No, the Old Republic was a state that let multinational corporations like the Trade Federation have greater force projection than Naboo and a proper seat in the Senate so that the Trade Federation can publicly lie about the invasion they caused. The Empire didn't even allow the Hutts to smuggle spice.
 
No, the Old Republic was a state that let multinational corporations like the Trade Federation have greater force projection than Naboo and a proper seat in the Senate so that the Trade Federation can publicly lie about the invasion they caused. The Empire didn't even allow the Hutts to smuggle spice.
Exactly. The Republic allowed for their version of Amazon/Tesla Death Squads, giving corporations like the Trade Federation, the Techno Union, and the Corporate Alliance the power to enforce the law their own way.
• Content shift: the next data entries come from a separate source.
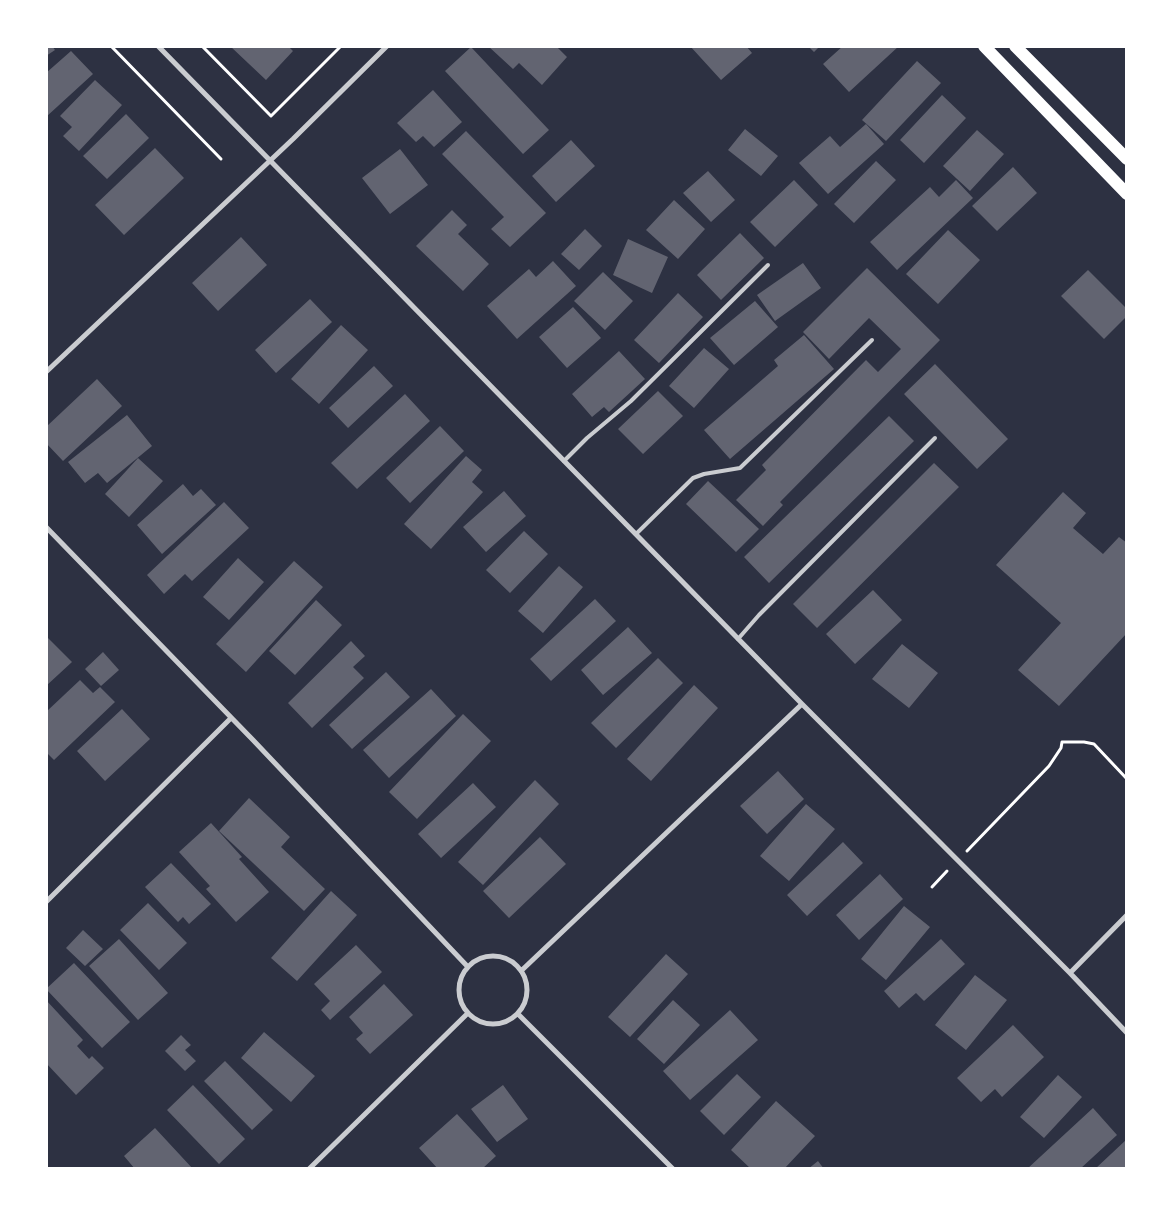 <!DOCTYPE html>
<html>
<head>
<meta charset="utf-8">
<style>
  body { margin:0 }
  #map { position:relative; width:1173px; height:1215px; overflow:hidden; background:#2d3142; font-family:Montserrat,sans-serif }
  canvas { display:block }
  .frame { position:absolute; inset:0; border:48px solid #fff; pointer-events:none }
</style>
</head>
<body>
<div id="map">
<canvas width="1173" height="1215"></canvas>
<div class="frame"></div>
</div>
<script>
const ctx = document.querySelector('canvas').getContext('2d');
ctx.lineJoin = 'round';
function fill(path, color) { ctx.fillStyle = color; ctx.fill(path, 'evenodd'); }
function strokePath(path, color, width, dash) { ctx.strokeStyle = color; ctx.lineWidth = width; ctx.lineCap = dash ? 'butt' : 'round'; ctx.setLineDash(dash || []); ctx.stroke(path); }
fill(new Path2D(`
  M46 46H52L55 50 46 56Z
  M230 46H288L293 51 266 80Z
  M488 46H556L567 57 542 85 519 63 513 69Z
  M690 46H746L752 53 721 80Z
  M808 46H820L814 52Z
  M843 46H899L849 92 823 64Z
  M471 47 549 130 523 154 445 71Z
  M71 51 93 74 46 117V73Z
  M917 61 941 83 886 141 862 120Z
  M95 80 122 105 79 151 63 136 72 127 60 116Z
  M433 90 462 122 434 147 423 136 416 142 397 123Z
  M942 95 966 118 924 163 900 140Z
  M126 114 149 138 107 179 83 156Z
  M866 124 884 144 828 194 799 163 830 136 840 147Z
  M745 129 778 156 761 176 728 150Z
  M977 130 1004 154 970 191 943 166Z
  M466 131 546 213 510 247 491 229 504 217 442 154Z
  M571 140 595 166 556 202 532 176Z
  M155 148 184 178 124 235 95 205Z
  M400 149 428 185 390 214 362 178Z
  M876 161 896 180 854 223 834 204Z
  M1013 167 1037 193 997 231 972 206Z
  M708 171 735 200 711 222 683 193Z
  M794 180 818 205 775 247 750 222Z
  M956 180 973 198 897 270 870 242 930 187 939 197Z
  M674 200 705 229 678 259 646 230Z
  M452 210 467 225 458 234 489 264 463 291 416 246Z
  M585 229 602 246 579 270 561 254Z
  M948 230 980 260 938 304 906 274Z
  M740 233 764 258 721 300 697 275Z
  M241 237 267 265 218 311 192 283Z
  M628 239 668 257 652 293 613 275Z
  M553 261 576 286 517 339 487 306 529 269 536 277Z
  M803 263 821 288 775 321 757 295Z
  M867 268 940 340 780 502 783 505 763 526 736 500 766 470 762 465 866 360 878 372 901 349 869 318 829 359 803 332Z
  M1088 270 1127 309V316L1104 339 1061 296Z
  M603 272 633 301 605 330 574 301Z
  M678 293 703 317 659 363 634 340Z
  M310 299 332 322 276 373 255 350Z
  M755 301 778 327 734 365 710 338Z
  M573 307 601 338 567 368 539 337Z
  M341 325 368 350 319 404 291 379Z
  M804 335 834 369 730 459 704 430 778 366 774 360Z
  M704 348 729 369 694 408 669 386Z
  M619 351 645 379 609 412 604 407 592 417 572 394Z
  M935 364 1008 439 977 469 904 394Z
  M374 366 393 386 348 428 329 408Z
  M97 379 122 406 63 461 46 443V427Z
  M658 391 683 416 643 454 618 429Z
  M405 394 430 421 357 489 331 463Z
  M127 415 152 446 107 483 98 473 85 483 68 462Z
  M889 416 914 441 769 583 744 557Z
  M440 426 464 451 410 503 386 478Z
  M466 456 482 470 472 482 483 492 431 549 404 524Z
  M138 458 163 481 129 517 105 494Z
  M934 463 959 487 817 628 793 604Z
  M708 481 759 529 736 552 686 504Z
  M183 484 193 496 201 489 216 505 162 554 137 525Z
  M504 491 526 516 486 552 463 527Z
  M1063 492 1086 513 1073 528 1103 554 1119 537 1127 543V633L1059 706 1018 670 1061 623 996 565Z
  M224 502 249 528 192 581 185 574 164 594 147 575Z
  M524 531 548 554 510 593 486 570Z
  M238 558 264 582 229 620 203 597Z
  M294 561 323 587 246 672 216 644Z
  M559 566 583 587 543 633 518 611Z
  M873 590 902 620 855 664 826 634Z
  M595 599 616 621 551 681 530 659Z
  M316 600 342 625 295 675 269 651Z
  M628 627 652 653 603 695 581 670Z
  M46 636 72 662 46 686Z
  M351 641 365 656 353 667 364 678 312 728 288 703Z
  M902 644 938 673 909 708 872 679Z
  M103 652 119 670 101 686 85 669Z
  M658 658 683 683 616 748 591 723Z
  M386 672 410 697 352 749 329 725Z
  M80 680 93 693 100 687 115 702 54 760 46 752V712Z
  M694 685 718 708 651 781 627 759Z
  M431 689 456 716 389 778 363 750Z
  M122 709 150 739 105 781 77 751Z
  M463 714 491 741 417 819 389 792Z
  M778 771 804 799 767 834 740 806Z
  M535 780 559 804 483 885 458 862Z
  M473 783 496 807 441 858 418 834Z
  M249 798 290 837 281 847 325 889 304 911 219 831Z
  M806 804 835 829 789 881 760 856Z
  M211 823 242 857 239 859 269 892 236 922 206 889 210 886 179 852Z
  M540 837 566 864 509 918 483 891Z
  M843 842 863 863 807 916 787 895Z
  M171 863 211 904 189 924 183 917 178 922 145 887Z
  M880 874 903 899 859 940 836 915Z
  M331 891 357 915 297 981 271 958Z
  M148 903 187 943 159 970 120 930Z
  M904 906 930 927 886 980 861 959Z
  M83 930 103 949 85 966 66 948Z
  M119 939 168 993 138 1020 89 966Z
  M941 939 965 964 924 1001 916 993 899 1008 884 991Z
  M356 945 382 972 330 1020 321 1010 330 1001 314 984Z
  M666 954 688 974 630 1037 608 1017Z
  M74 963 130 1022 102 1048 46 989Z
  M975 975 1007 1000 966 1050 935 1025Z
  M384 984 413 1015 370 1054 356 1039 363 1033 349 1017Z
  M46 1000 83 1040 77 1046 89 1059 92 1056 104 1068 76 1095 46 1063Z
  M673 1000 700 1025 664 1064 637 1039Z
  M730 1010 758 1040 690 1100 663 1071Z
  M1013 1025 1044 1057 1002 1097 995 1089 981 1102 957 1078Z
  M264 1032 315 1076 291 1102 241 1058Z
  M181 1035 191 1045 185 1050 196 1061 185 1071 165 1051Z
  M225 1061 273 1110 252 1130 204 1081Z
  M737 1074 761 1097 724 1135 700 1111Z
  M1058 1075 1082 1097 1044 1138 1020 1117Z
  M193 1085 245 1139 219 1164 167 1110Z
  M503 1085 528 1119 497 1142 471 1109Z
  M776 1101 815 1136 784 1169H751L731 1150Z
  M1093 1108 1117 1135 1080 1169H1027Z
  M457 1114 496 1156 482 1169H438L419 1148Z
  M155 1128 193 1169H135L124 1156Z
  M1127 1139V1169H1095Z
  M818 1161 824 1169H808Z`), '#626471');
strokePath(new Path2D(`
  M111 46 221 159
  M202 46 271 116 341 46
  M967 851 1049 766 1061 748 1062 742H1084L1094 744 1127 779
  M932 887 947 871`), '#fff', 3);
strokePath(new Path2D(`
  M564 461 587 438 631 401 768 265
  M636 534 693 478 704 474 740 468 872 340
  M738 639 759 615 935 438`), '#caccd0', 4);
strokePath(new Path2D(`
  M158 46 802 704 1070 973 1127 1033
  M46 372 293 139 387 46
  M46 527 253 740 468 967
  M46 902 231 718
  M459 990a34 34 0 1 1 68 0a34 34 0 1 1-68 0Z
  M521 971 802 704
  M1070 973 1127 915
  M518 1014 673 1169
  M309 1169 468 1013`), '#caccd0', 5);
strokePath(new Path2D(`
  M984 46 1127 194
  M1015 46 1127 159`), '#fff', 12);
</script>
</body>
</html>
This isn't exclusive to the Prequel era; in KOTOR, the Republic allowed corporations like Czerka to police their own operations, which is why Czerka was in Edean/Kashyyyk, enslaving Wookiees for profit.

Meanwhile, the Empire wouldn't even let their tax-paying Hutt vassals trade in space coke. Which society is more lawful? The one that allows corporations to be the law, or the one that enforces its own law, to the point where even some of the best smugglers in the galaxy have to dump their space coke at the sight of an Imperial warship?